About this exercise :: Please print the data again exactly as given.

Information shown ::
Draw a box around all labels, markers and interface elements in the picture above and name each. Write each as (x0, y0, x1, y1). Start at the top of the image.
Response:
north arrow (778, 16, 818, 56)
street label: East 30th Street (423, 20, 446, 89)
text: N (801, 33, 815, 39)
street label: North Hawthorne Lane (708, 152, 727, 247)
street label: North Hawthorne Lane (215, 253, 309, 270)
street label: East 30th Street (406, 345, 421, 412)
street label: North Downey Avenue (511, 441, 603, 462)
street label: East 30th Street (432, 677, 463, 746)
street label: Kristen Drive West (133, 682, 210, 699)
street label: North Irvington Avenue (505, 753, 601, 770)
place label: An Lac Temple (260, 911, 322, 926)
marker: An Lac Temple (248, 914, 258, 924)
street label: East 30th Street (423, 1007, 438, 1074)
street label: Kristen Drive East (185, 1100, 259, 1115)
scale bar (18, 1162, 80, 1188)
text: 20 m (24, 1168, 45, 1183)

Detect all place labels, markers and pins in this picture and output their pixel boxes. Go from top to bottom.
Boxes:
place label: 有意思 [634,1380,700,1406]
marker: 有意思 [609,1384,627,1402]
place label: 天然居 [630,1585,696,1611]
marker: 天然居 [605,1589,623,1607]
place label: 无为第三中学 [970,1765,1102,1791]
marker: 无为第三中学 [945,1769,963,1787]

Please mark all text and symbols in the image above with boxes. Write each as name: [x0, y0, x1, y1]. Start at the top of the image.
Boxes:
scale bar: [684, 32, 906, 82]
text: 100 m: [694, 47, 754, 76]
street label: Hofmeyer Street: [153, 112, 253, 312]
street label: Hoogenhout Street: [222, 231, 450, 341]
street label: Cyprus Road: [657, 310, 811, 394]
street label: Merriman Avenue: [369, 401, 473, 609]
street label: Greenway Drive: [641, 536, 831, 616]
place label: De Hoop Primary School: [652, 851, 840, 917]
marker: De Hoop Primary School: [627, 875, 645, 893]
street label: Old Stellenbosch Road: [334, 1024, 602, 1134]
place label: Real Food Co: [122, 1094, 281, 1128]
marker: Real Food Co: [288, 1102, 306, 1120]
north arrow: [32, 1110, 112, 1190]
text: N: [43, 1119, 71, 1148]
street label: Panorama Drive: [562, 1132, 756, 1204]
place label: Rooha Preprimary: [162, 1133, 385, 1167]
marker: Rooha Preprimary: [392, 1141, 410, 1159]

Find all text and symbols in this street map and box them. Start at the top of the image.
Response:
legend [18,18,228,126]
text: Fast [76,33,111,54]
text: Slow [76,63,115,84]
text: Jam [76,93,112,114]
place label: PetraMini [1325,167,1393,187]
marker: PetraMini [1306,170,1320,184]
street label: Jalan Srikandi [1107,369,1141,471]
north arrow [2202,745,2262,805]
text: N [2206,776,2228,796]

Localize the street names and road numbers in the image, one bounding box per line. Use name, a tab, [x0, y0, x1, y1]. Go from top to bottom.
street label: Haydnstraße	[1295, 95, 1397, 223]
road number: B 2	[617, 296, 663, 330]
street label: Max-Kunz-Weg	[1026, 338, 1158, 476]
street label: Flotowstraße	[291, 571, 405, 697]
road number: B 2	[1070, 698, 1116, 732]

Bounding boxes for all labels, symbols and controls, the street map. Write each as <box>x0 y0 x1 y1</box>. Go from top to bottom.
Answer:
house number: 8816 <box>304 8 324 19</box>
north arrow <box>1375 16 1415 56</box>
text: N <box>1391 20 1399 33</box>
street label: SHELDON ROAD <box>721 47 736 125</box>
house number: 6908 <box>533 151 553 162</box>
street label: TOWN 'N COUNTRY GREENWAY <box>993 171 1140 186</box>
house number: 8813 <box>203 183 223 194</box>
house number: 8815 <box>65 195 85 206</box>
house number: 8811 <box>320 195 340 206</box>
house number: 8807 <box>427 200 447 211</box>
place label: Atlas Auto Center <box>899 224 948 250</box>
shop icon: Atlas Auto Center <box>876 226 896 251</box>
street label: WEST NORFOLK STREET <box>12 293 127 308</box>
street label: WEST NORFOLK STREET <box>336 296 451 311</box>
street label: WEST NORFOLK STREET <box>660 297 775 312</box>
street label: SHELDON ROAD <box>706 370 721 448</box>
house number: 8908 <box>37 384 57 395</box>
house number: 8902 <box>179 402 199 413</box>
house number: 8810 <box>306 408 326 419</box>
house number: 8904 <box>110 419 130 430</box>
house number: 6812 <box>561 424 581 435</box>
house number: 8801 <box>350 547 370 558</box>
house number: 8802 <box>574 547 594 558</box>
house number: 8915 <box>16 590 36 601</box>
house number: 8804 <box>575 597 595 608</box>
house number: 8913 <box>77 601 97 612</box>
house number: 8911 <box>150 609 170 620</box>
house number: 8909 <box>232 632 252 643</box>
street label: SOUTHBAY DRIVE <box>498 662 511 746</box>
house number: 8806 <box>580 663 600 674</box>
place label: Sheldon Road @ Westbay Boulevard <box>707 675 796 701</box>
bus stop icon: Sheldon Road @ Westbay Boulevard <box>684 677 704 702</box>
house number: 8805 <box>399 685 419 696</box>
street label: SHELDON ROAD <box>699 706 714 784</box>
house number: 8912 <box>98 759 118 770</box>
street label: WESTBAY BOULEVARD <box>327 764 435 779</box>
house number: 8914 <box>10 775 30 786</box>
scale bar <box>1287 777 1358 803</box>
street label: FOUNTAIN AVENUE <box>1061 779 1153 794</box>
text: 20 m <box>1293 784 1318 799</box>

Result of this task ::
Draw a box around all labels, markers and interface elements in the picture above and name each. Write each as (x0, y0, x1, y1). Start at the top of the image.
Response:
north arrow (778, 16, 818, 56)
street label: East 30th Street (423, 20, 446, 89)
text: N (801, 33, 815, 39)
street label: North Hawthorne Lane (708, 152, 727, 247)
street label: North Hawthorne Lane (215, 253, 309, 270)
street label: East 30th Street (406, 345, 421, 412)
street label: North Downey Avenue (511, 441, 603, 462)
street label: East 30th Street (432, 677, 463, 746)
street label: Kristen Drive West (133, 682, 210, 699)
street label: North Irvington Avenue (505, 753, 601, 770)
place label: An Lac Temple (260, 911, 322, 926)
marker: An Lac Temple (248, 914, 258, 924)
street label: East 30th Street (423, 1007, 438, 1074)
street label: Kristen Drive East (185, 1100, 259, 1115)
scale bar (18, 1162, 80, 1188)
text: 20 m (24, 1168, 45, 1183)

Detect all place labels, markers and pins in this picture and output their pixel boxes. Go from top to bottom.
Boxes:
place label: 有意思 [634,1380,700,1406]
marker: 有意思 [609,1384,627,1402]
place label: 天然居 [630,1585,696,1611]
marker: 天然居 [605,1589,623,1607]
place label: 无为第三中学 [970,1765,1102,1791]
marker: 无为第三中学 [945,1769,963,1787]

Please mark all text and symbols in the image above with boxes. Write each as name: [x0, y0, x1, y1]. Start at the top of the image.
Boxes:
scale bar: [684, 32, 906, 82]
text: 100 m: [694, 47, 754, 76]
street label: Hofmeyer Street: [153, 112, 253, 312]
street label: Hoogenhout Street: [222, 231, 450, 341]
street label: Cyprus Road: [657, 310, 811, 394]
street label: Merriman Avenue: [369, 401, 473, 609]
street label: Greenway Drive: [641, 536, 831, 616]
place label: De Hoop Primary School: [652, 851, 840, 917]
marker: De Hoop Primary School: [627, 875, 645, 893]
street label: Old Stellenbosch Road: [334, 1024, 602, 1134]
place label: Real Food Co: [122, 1094, 281, 1128]
marker: Real Food Co: [288, 1102, 306, 1120]
north arrow: [32, 1110, 112, 1190]
text: N: [43, 1119, 71, 1148]
street label: Panorama Drive: [562, 1132, 756, 1204]
place label: Rooha Preprimary: [162, 1133, 385, 1167]
marker: Rooha Preprimary: [392, 1141, 410, 1159]

Find all text and symbols in this street map and box them. Start at the top of the image.
Response:
legend [18,18,228,126]
text: Fast [76,33,111,54]
text: Slow [76,63,115,84]
text: Jam [76,93,112,114]
place label: PetraMini [1325,167,1393,187]
marker: PetraMini [1306,170,1320,184]
street label: Jalan Srikandi [1107,369,1141,471]
north arrow [2202,745,2262,805]
text: N [2206,776,2228,796]

Localize the street names and road numbers in the image, one bounding box per line. Use name, a tab, [x0, y0, x1, y1]. Go from top to bottom.
street label: Haydnstraße	[1295, 95, 1397, 223]
road number: B 2	[617, 296, 663, 330]
street label: Max-Kunz-Weg	[1026, 338, 1158, 476]
street label: Flotowstraße	[291, 571, 405, 697]
road number: B 2	[1070, 698, 1116, 732]

Bounding boxes for all labels, symbols and controls, the street map. Write each as <box>x0 y0 x1 y1</box>. Go from top to bottom.
Answer:
house number: 8816 <box>304 8 324 19</box>
north arrow <box>1375 16 1415 56</box>
text: N <box>1391 20 1399 33</box>
street label: SHELDON ROAD <box>721 47 736 125</box>
house number: 6908 <box>533 151 553 162</box>
street label: TOWN 'N COUNTRY GREENWAY <box>993 171 1140 186</box>
house number: 8813 <box>203 183 223 194</box>
house number: 8815 <box>65 195 85 206</box>
house number: 8811 <box>320 195 340 206</box>
house number: 8807 <box>427 200 447 211</box>
place label: Atlas Auto Center <box>899 224 948 250</box>
shop icon: Atlas Auto Center <box>876 226 896 251</box>
street label: WEST NORFOLK STREET <box>12 293 127 308</box>
street label: WEST NORFOLK STREET <box>336 296 451 311</box>
street label: WEST NORFOLK STREET <box>660 297 775 312</box>
street label: SHELDON ROAD <box>706 370 721 448</box>
house number: 8908 <box>37 384 57 395</box>
house number: 8902 <box>179 402 199 413</box>
house number: 8810 <box>306 408 326 419</box>
house number: 8904 <box>110 419 130 430</box>
house number: 6812 <box>561 424 581 435</box>
house number: 8801 <box>350 547 370 558</box>
house number: 8802 <box>574 547 594 558</box>
house number: 8915 <box>16 590 36 601</box>
house number: 8804 <box>575 597 595 608</box>
house number: 8913 <box>77 601 97 612</box>
house number: 8911 <box>150 609 170 620</box>
house number: 8909 <box>232 632 252 643</box>
street label: SOUTHBAY DRIVE <box>498 662 511 746</box>
house number: 8806 <box>580 663 600 674</box>
place label: Sheldon Road @ Westbay Boulevard <box>707 675 796 701</box>
bus stop icon: Sheldon Road @ Westbay Boulevard <box>684 677 704 702</box>
house number: 8805 <box>399 685 419 696</box>
street label: SHELDON ROAD <box>699 706 714 784</box>
house number: 8912 <box>98 759 118 770</box>
street label: WESTBAY BOULEVARD <box>327 764 435 779</box>
house number: 8914 <box>10 775 30 786</box>
scale bar <box>1287 777 1358 803</box>
street label: FOUNTAIN AVENUE <box>1061 779 1153 794</box>
text: 20 m <box>1293 784 1318 799</box>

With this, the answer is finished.